Tout le monde se tut et Täher poursuivit, le regard enflammé par une étoile de colère.
- Bien sûr, c'est facile de se découvrir un grand cœur pacifiste et engagé dans un moment pareil ! Mais putain, tout le monde ici sait pertinemment que Jilal nous exècre à tous ! Ça ne sert à rien de jouer les équipages unis et solidaires et de faire comme si on s'aimait éperdument les uns les autres, on sait très bien que c'est faux ! Qui avait témoigné ne serait-ce que d'une once de sympathie envers Jilal avant son accident, hein ? Personne !
S'ensuivirent quelques secondes de silence, durant lesquelles personne n'osa prendre la parole.
- Mais Täher... finit par déclarer Lao. Ce n'est pas vraiment de ça qu'il est question.
- Bien sûr que si ! protesta la pilote, qui, maintenant plus que jamais, semblait être un fauve, sauvage et indocile. C'est même exactement de ça qu'il est question ! A quoi ça sert de jouer la comédie plus longtemps ? J'en ai marre d'entendre parler de cette affaire. Toujours les mêmes remarques, toujours les mêmes opinions, sans jamais trop se positionner, sans jamais trop en dire. Ceux qui plaignent Jilal et qui se lamentent sur son sort ferment leur gueule parce qu'ils savent qu'il a fait exactement ce qu'il ne fallait pas faire, et donc qu'il a mérité ce qui lui arrive, et ceux qui ont envie de crier au monde entier que de toutes façons, ce type n'est qu'un connard, ferment leur gueule aussi parce qu'ils savent que ce serait mal vu de l'incendier étant donné l'état critique dans lequel il se trouve ! Résultat : tout le monde en parle à voix basse, mais personne ne dit rien ! Et tout le monde essaie de faire croire qu'on est un groupe solide, aimant et uni, et donc qu'on va affronter ça tous ensemble.
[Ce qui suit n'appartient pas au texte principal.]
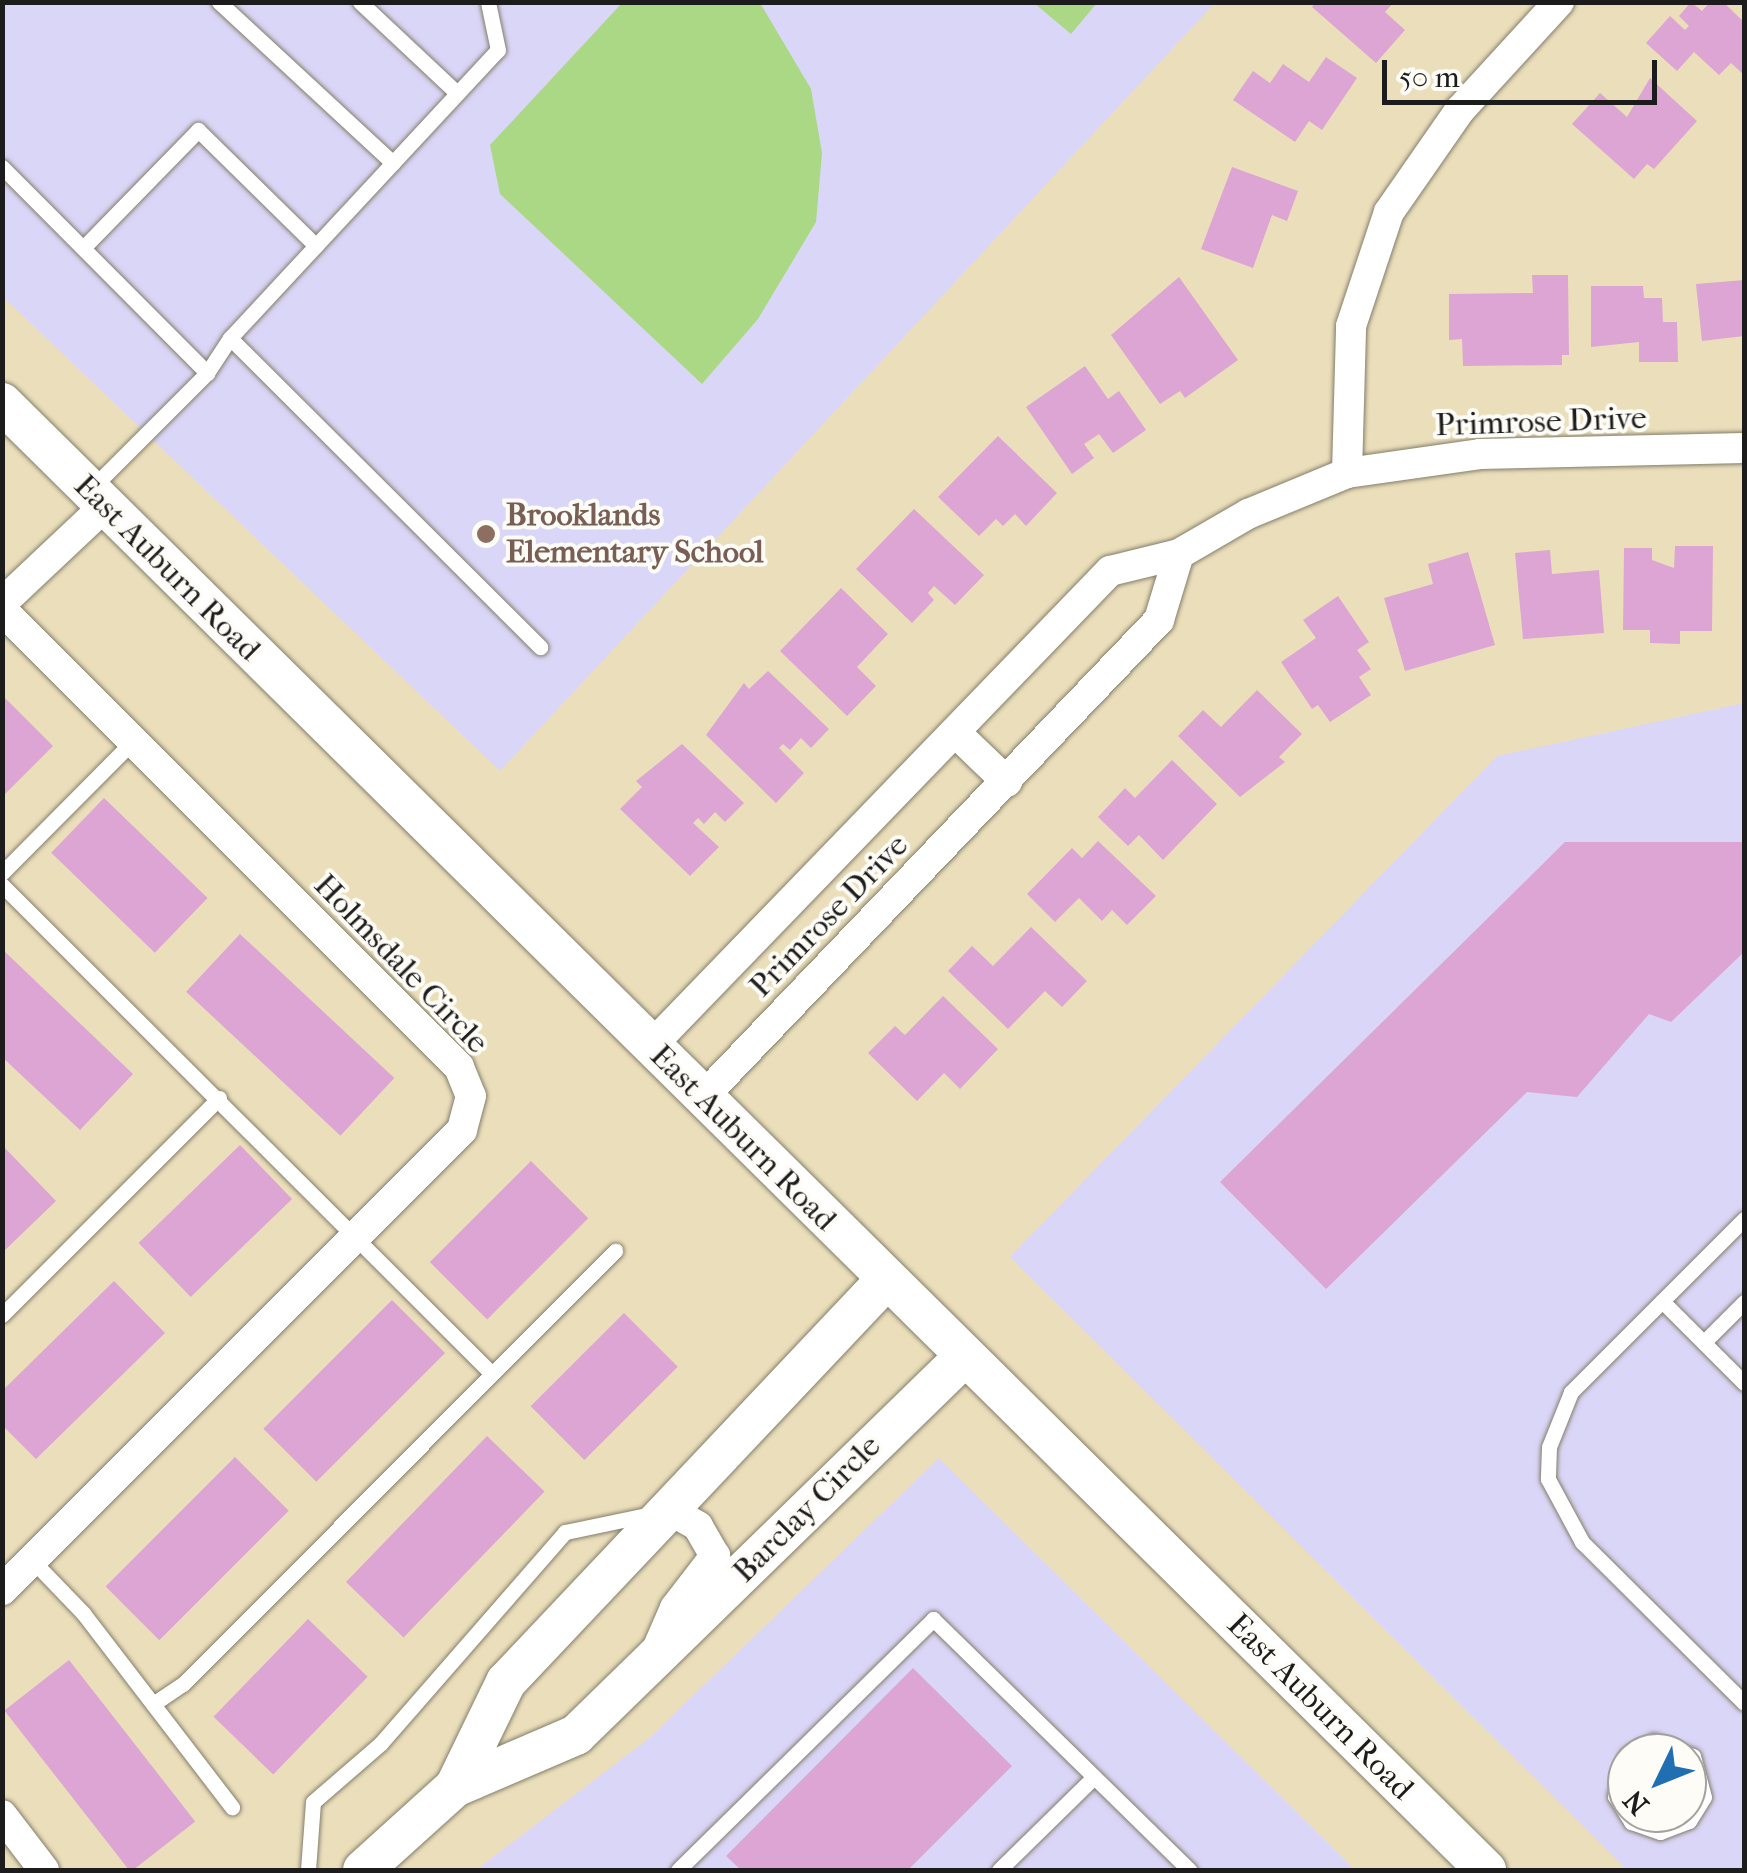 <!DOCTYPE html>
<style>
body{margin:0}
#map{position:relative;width:1747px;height:1873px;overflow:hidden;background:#ebdfbb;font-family:"IM FELL French Canon",serif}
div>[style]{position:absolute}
.built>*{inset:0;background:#dad6f7}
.green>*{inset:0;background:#abd884}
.building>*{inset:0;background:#dca5d4;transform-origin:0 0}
.roads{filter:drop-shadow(0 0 2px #847e6c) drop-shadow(0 0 2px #847e6c)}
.lane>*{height:15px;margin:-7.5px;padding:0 7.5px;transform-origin:7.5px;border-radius:7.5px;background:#fff}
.street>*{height:30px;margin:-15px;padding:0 15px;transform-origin:15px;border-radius:15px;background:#fff}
.secondary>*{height:40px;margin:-20px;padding:0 20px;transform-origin:20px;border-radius:20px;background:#fff}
.dots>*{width:28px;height:28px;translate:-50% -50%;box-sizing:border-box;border:5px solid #fdfcf7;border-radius:50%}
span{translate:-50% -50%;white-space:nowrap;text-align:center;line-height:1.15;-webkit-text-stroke:8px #fdfcf7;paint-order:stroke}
.street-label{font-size:32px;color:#1c1c1c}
.education-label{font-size:32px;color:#785e54;font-weight:700}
.left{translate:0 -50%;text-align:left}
.frame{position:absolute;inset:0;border:5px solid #1c1c1c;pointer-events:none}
.north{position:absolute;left:1607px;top:1733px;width:100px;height:100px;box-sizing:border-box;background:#fdfcf7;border:2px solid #a3a29f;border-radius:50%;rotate:227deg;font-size:28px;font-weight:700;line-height:40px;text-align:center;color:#1c1c1c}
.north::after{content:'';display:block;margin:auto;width:35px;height:45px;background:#1f6fb2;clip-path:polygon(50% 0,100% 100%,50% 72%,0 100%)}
.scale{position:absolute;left:1382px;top:60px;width:275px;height:45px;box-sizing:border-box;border:5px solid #1c1c1c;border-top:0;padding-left:12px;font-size:30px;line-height:35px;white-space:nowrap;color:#1c1c1c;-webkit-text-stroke:8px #fdfcf7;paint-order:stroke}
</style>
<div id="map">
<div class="built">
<div style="clip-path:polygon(2px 3px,1215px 3px,500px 771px,3px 297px)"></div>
<div style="clip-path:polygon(evenodd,1744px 703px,1744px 1870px,1627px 1870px,1010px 1257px,1497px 756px,1744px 703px,1627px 1753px,1687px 1753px,1687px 1813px,1627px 1813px,1627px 1753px)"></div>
<div style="clip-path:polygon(939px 1458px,1355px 1870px,476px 1870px,648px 1739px)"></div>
</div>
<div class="green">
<div style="clip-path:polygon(622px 3px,760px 3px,811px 89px,822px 153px,816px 222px,758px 319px,702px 384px,500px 194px,490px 145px)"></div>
<div style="clip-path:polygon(1034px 3px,1097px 3px,1071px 34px)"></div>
</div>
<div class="building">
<div style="clip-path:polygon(1316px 2px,1394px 2px,1385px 12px,1405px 30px,1376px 63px,1312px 7px)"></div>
<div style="clip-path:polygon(1691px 2px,1702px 11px,1710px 2px,1723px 2px,1744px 22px,1744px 75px,1731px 63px,1719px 75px,1694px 52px,1677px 71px,1646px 43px,1670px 16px,1685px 30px,1689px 26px,1679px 16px)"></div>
<div style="clip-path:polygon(1326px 57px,1357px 78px,1322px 130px,1309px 121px,1295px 142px,1233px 100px,1253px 71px,1270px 83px,1283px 64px,1309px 82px)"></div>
<div style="clip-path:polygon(1650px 78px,1697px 121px,1654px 169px,1647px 164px,1634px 179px,1572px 124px,1600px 93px,1627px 117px)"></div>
<div style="clip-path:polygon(1232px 167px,1298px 191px,1287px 221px,1272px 215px,1253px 268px,1201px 249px)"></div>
<div style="clip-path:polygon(1532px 275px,1568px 275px,1569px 355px,1562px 355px,1562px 365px,1463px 366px,1462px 339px,1449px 340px,1449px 294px,1533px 293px)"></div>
<div style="clip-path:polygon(1179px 277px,1238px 360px,1185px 398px,1180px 391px,1160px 404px,1111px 335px)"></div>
<div style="clip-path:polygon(1744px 280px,1744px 336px,1702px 341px,1696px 284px)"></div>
<div style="clip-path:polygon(1591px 286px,1643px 286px,1644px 298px,1662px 298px,1663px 322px,1677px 322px,1678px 362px,1639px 362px,1639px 342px,1591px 347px)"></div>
<div style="clip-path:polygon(1085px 366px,1108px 399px,1119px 391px,1146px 430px,1113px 453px,1099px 434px,1084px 444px,1094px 458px,1072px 474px,1026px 407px)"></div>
<div style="clip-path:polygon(998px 436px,1057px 493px,1026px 526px,1015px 514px,1003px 526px,996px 519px,979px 536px,938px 497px)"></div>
<div style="clip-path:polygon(914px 509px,984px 575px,955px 605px,934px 586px,928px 593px,934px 600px,912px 623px,856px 569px)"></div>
<div style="clip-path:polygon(1675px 546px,1713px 546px,1712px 631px,1680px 631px,1680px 644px,1650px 643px,1650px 630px,1623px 630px,1624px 548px,1652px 548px,1652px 560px,1674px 568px)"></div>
<div style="clip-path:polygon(1550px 550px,1552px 574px,1599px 570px,1604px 633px,1523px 639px,1515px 553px)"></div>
<div style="clip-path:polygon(1468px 552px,1495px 645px,1405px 671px,1384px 598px,1433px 584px,1428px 564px)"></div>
<div style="clip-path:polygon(841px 588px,888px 634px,857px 667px,876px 686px,847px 716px,780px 651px)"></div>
<div style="clip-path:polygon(1338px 596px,1369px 642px,1357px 650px,1371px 669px,1359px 677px,1371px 695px,1330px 722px,1318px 705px,1312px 709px,1281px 662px,1316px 638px,1303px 620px)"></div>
<div style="clip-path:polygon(768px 671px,829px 729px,811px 748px,801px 738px,790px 750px,783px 744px,779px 748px,804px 773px,776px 803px,706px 735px,744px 683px,749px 689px)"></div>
<div style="clip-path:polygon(1257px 690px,1302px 734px,1279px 757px,1285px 762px,1240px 797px,1178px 736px,1203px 710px,1221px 727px)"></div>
<div style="clip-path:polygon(2px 695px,53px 746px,2px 797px)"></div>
<div style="clip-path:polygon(682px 744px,744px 803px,725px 822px,715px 812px,704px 824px,698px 818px,693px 823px,719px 847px,690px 876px,620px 809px,642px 787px,636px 781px)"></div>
<div style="clip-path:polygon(1172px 760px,1217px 804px,1163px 860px,1139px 835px,1128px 846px,1098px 817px,1125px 788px,1135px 798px)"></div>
<div style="left:104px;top:798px;width:144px;height:76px;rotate:44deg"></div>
<div style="clip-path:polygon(1098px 841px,1156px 896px,1127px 925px,1112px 910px,1102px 921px,1079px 898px,1055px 922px,1027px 894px,1072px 848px,1082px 858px)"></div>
<div style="clip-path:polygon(1565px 842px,1744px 842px,1744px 952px,1671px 1022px,1649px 1014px,1577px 1097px,1527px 1092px,1326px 1289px,1220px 1182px)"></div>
<div style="clip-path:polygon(1031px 927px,1087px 981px,1062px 1007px,1045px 991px,1008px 1029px,948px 971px,972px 946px,993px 966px)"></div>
<div style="left:240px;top:934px;width:211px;height:79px;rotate:43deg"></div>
<div style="clip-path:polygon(2px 949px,133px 1074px,80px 1130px,2px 1057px)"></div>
<div style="clip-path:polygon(943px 996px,998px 1049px,960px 1089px,944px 1073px,917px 1101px,868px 1053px,895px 1026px,905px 1035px)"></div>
<div style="clip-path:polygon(2px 1145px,56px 1201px,2px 1253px)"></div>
<div style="left:240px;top:1145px;width:75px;height:141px;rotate:46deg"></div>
<div style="left:531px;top:1161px;width:81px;height:143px;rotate:45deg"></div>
<div style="clip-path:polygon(114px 1281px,165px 1333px,36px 1459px,2px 1425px,2px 1391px)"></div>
<div style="left:392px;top:1300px;width:75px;height:182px;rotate:45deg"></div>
<div style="left:624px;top:1313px;width:76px;height:132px;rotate:45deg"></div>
<div style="left:487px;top:1436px;width:80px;height:203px;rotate:44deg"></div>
<div style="left:235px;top:1457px;width:76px;height:183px;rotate:45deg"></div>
<div style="left:308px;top:1619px;width:83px;height:136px;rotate:44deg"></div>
<div style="left:69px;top:1660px;width:205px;height:82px;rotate:52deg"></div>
<div style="clip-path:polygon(913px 1668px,1012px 1766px,908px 1870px,741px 1870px,726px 1856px)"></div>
</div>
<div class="roads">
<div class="lane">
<div style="left:219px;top:2px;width:237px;rotate:42.8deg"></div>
<div style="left:360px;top:2px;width:133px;rotate:43.2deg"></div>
<div style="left:2px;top:167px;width:291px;rotate:45.1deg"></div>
<div style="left:207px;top:373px;width:165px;rotate:135deg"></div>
<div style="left:83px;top:248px;width:165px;rotate:-45.7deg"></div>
<div style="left:198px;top:130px;width:165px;rotate:44.5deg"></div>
<div style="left:230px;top:338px;width:438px;rotate:44.9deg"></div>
<div style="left:207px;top:373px;width:42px;rotate:-56.7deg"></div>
<div style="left:230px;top:338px;width:393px;rotate:-47.1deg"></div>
<div style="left:498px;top:50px;width:49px;rotate:-101.8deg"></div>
<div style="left:2px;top:873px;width:185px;rotate:-45.2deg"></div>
<div style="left:2px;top:885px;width:692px;rotate:44.94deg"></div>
<div style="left:1744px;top:1219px;width:245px;rotate:135deg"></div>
<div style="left:1571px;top:1392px;width:59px;rotate:111.8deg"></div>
<div style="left:1549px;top:1447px;width:32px;rotate:92deg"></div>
<div style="left:1548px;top:1479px;width:72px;rotate:61.6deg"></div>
<div style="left:1582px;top:1542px;width:228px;rotate:44.8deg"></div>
<div style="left:1662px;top:1301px;width:116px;rotate:45deg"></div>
<div style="left:2px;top:1315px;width:307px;rotate:-45deg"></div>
<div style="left:1704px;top:1342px;width:57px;rotate:-45deg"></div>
<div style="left:32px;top:1560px;width:74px;rotate:46.1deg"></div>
<div style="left:83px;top:1613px;width:245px;rotate:52.5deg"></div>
<div style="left:153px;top:1704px;width:36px;rotate:-34deg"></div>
<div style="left:183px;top:1684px;width:612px;rotate:-45.07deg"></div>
<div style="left:1627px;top:1755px;width:43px;rotate:106.3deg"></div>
<div style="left:1615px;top:1796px;width:31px;rotate:58deg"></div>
<div style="left:1631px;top:1822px;width:31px;rotate:19deg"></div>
<div style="left:1660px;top:1832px;width:31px;rotate:-21deg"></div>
<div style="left:1689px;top:1821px;width:28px;rotate:-58deg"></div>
<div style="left:1704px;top:1797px;width:42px;rotate:-105deg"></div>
<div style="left:1693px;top:1756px;width:42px;rotate:-159deg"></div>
<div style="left:1654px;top:1741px;width:27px;rotate:153deg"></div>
<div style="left:308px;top:1870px;width:68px;rotate:-85.8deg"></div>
<div style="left:313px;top:1802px;width:90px;rotate:-40.9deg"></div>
<div style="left:381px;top:1743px;width:280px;rotate:-48.9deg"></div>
<div style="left:565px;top:1532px;width:88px;rotate:-11.8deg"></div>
<div style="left:678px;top:1870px;width:358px;rotate:-44.5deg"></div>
<div style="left:933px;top:1619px;width:359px;rotate:44.4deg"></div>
<div style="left:999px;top:1870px;width:133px;rotate:-44.4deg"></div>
</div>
<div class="street">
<div style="left:1347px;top:473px;width:147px;rotate:-88.4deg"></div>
<div style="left:1351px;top:326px;width:120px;rotate:-71.6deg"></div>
<div style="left:1389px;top:212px;width:124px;rotate:-55.2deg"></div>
<div style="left:1460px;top:110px;width:147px;rotate:-47.5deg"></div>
<div style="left:1179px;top:554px;width:80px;rotate:-30.1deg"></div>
<div style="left:1248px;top:514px;width:107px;rotate:-22.5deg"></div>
<div style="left:1347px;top:473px;width:134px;rotate:-8.1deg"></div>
<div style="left:1480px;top:454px;width:264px;rotate:-1.3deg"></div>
<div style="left:2px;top:603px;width:141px;rotate:-43.3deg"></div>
<div style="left:2px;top:610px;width:646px;rotate:45deg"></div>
<div style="left:459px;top:1067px;width:31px;rotate:68deg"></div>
<div style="left:471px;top:1096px;width:35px;rotate:105deg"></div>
<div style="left:462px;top:1130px;width:651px;rotate:135deg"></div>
<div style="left:955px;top:732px;width:72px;rotate:43.9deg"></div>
<div style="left:651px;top:1046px;width:661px;rotate:-45.98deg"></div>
<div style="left:1110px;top:571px;width:71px;rotate:-13.8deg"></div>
<div style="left:1179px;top:554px;width:69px;rotate:106.9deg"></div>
<div style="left:1159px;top:620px;width:661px;rotate:133.71deg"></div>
<div style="left:658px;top:1647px;width:43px;rotate:-66.4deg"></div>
<div style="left:675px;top:1608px;width:66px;rotate:-52.4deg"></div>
<div style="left:715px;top:1556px;width:34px;rotate:-120deg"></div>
<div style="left:698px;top:1526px;width:33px;rotate:-151deg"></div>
<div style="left:2px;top:1815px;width:69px;rotate:52.6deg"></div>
</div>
<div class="secondary">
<div style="left:2px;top:403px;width:2087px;rotate:44.67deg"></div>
<div style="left:455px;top:1787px;width:117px;rotate:-64.1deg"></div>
<div style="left:506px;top:1682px;width:552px;rotate:-46.62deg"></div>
<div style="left:363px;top:1870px;width:124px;rotate:-42.1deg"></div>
<div style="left:455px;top:1787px;width:132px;rotate:-23.3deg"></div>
<div style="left:576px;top:1735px;width:543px;rotate:-44.25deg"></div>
</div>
</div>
<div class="dots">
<div style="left:486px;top:534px;background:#8d6e63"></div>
</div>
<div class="street-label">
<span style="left:1541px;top:422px;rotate:-2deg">Primrose Drive</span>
<span style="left:167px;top:568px;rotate:45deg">East Auburn Road</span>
<span style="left:829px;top:916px;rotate:-46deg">Primrose Drive</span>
<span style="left:401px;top:964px;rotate:46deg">Holmsdale Circle</span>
<span style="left:743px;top:1138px;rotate:45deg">East Auburn Road</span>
<span style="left:807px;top:1509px;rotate:-45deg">Barclay Circle</span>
<span style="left:1320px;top:1707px;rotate:45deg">East Auburn Road</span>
</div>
<div class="education-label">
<span class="left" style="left:506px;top:534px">Brooklands<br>Elementary School</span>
</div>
<div class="frame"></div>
<div class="north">N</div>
<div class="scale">50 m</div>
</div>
Mais c'est pas ça la vérité bordel. La vérité c'est qu'il nous sort par les trous de nez à tous, inutile de se voiler la face. Ça me dégoûte, cette fausse compassion dont on fait preuve.
- Mais ça ne change rien à ce qui est en jeu, ça, Täher, fit remarquer Elke. Ce qui compte c'est...
- Mais bien sûr que si ! reprit Täher sans laisser à Elke le temps de finir sa phrase. Ça change tout, au contraire ! Ça change qu'on sait au nom de quoi on proteste, ça change qu'on devient cohérents dans nos esprits et dans nos actes, et qu'on va de l'avant en arrêtant de se voiler la face ! Alors on va affronter l'accident de Jilal, on va affronter ces enfoirés du Ministère, et pas parce que « oh mince, c'est quand même triste ce qui nous arrive », mais parce qu'on est un groupe, putain, et qu'on doit être capable d'analyser les choses collectivement, et pas se faire sa petite opinion chacun dans son coin. J'ai aucune confiance envers le Ministère, mais je suis sûre qu'ils sont capables de tout faire foirer si on décide de leur désobéir et de revenir à Arrakas. Alors on va faire ce qu'ils nous disent. On va aller à Amskin, on va faire attention à ce que Jilal y arrive en vie, et on va faire le point sur tout ça. Mais ça suffit, assez de fausses intentions et de discours mielleux. Si on veut être un véritable équipage, il va falloir commencer à être sincères les uns envers les autres, et avec nous-mêmes.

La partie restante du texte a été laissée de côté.